Historically, bone implants have been made of metal, donor bone, or even more recently 3D-printed material. However, in cases involving irregular bone breaks, these implants must be designed and produced prior to surgery to allow for appropriate fitting.
“Our proposed technology offers a distinct approach by developing an in situ printing system that enables a real-time fabrication and application of a scaffold directly at the surgical site,” says Jung Seung Lee, co-author and associate professor of biomedical engineering at Sungkyunkwan University. “This allows for highly accurate anatomical matching even in irregular or complex defects without the need for preoperative preparation such as imaging, modelling, and trimming processes.”
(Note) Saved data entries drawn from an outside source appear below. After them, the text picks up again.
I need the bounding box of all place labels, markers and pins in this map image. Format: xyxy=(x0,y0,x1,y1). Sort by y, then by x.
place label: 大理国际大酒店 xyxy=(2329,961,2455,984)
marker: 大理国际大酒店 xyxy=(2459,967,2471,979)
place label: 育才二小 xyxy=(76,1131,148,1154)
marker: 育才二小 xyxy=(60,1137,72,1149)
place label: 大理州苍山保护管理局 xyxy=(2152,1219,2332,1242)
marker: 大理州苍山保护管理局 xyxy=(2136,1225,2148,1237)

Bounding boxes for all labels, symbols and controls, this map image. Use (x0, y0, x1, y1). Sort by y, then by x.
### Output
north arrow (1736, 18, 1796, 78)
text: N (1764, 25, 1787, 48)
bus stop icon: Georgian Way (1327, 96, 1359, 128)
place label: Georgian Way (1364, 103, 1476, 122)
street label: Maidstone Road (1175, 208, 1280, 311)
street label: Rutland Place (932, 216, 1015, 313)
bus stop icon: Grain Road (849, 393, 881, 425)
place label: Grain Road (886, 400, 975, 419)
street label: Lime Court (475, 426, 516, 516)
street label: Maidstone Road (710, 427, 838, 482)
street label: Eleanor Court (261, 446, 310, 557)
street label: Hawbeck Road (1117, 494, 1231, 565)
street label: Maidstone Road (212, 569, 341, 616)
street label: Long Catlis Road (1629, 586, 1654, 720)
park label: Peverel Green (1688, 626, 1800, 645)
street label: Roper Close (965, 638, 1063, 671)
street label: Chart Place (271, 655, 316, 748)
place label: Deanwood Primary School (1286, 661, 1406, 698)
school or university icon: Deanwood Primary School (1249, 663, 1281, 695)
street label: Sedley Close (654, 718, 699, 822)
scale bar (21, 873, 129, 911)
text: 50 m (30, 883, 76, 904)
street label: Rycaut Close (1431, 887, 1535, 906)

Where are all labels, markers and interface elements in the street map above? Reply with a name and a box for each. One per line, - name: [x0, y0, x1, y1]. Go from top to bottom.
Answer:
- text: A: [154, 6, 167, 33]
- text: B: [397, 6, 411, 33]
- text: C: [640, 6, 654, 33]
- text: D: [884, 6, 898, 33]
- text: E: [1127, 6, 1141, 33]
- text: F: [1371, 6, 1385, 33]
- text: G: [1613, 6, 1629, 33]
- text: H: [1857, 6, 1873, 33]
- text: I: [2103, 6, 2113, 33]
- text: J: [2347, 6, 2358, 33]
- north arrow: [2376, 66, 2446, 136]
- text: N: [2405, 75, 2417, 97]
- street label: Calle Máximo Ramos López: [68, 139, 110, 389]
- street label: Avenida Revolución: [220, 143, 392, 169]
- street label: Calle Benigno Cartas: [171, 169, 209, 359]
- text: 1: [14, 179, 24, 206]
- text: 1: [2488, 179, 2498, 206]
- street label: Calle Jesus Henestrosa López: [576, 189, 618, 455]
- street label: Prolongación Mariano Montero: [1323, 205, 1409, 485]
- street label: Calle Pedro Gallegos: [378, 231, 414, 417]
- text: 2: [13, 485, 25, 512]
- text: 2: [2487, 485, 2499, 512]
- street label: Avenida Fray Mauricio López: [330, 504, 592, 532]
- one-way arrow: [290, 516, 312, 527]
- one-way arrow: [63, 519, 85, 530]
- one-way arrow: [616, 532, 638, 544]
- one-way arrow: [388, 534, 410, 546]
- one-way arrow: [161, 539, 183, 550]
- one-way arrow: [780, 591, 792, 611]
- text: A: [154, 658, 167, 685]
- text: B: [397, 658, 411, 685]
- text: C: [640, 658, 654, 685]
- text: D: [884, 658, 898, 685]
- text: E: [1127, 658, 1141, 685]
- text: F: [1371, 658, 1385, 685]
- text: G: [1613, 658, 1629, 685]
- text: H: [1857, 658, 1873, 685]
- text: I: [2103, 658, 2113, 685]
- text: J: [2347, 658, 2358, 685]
The material fed into the glue gun is a filament comprised of two major components: a feature of natural bone known to promote healing called hydroxyapatite (HA) and a biocompatible thermoplastic called polycaprolactone (PCL). PCL can liquify in temperatures as low as 60°C, which when applied with a heat-modified glue gun, is cool enough to prevent tissue damage during surgical application while being able to conform to the jagged grooves of fractured bone. By adjusting the proportion of HA to PCL within the filament, the team can customise the hardness and strength of the grafts to fit different anatomical needs.
“Because the device is compact and manually operated, the surgeon can adjust the printing direction, angle, and depth during the procedure in real time,” says Lee. “Also, we demonstrated that this process could be completed in a matter of minutes. This highlights a significant advantage in terms of reducing operative time and improving procedural efficiency under real surgical conditions.”
Since infection is a common concern with surgical implants, the researchers incorporated vancomycin and gentamicin, two anti-bacterial compounds, into the filament. In both petri dish culture and liquid medium, the filament scaffold successfully inhibited the growth of E. coli and S. aureas, two common bacteria prone to cause infection post-surgery. Due to physical properties of HA and PCL within the filament, the drugs are released slowly and are able to diffuse directly onto the surgical site over several weeks.
“This localised delivery approach offers meaningful clinical advantages over systemic antibiotic administration by potentially reducing side effects and limiting the development of antibiotic resistance, while still effectively protecting against postoperative infection,” says Lee.
As a proof of concept, the device was tested on severe femoral bone fractures in rabbits. Within 12 weeks after surgery, the team found no signs of infection or necrosis and greater bone regeneration outcomes when compared to rabbits grafted with bone cement – a sealing compound commonly used for treating bone defects.
“The scaffold was designed not only to integrate biologically with surrounding bone tissue but also to gradually degrade over time and be replaced by newly formed bone,” says Lee. “The results showed that the printing group exhibited superior outcomes in key structural parameters such as bone surface area, cortical thickness, and polar moment of inertia, suggesting more effective bone healing and integration.”
Next, the team is setting their sights on optimising the anti-bacterial potential of the scaffold even further and preparing the procedure for human trials.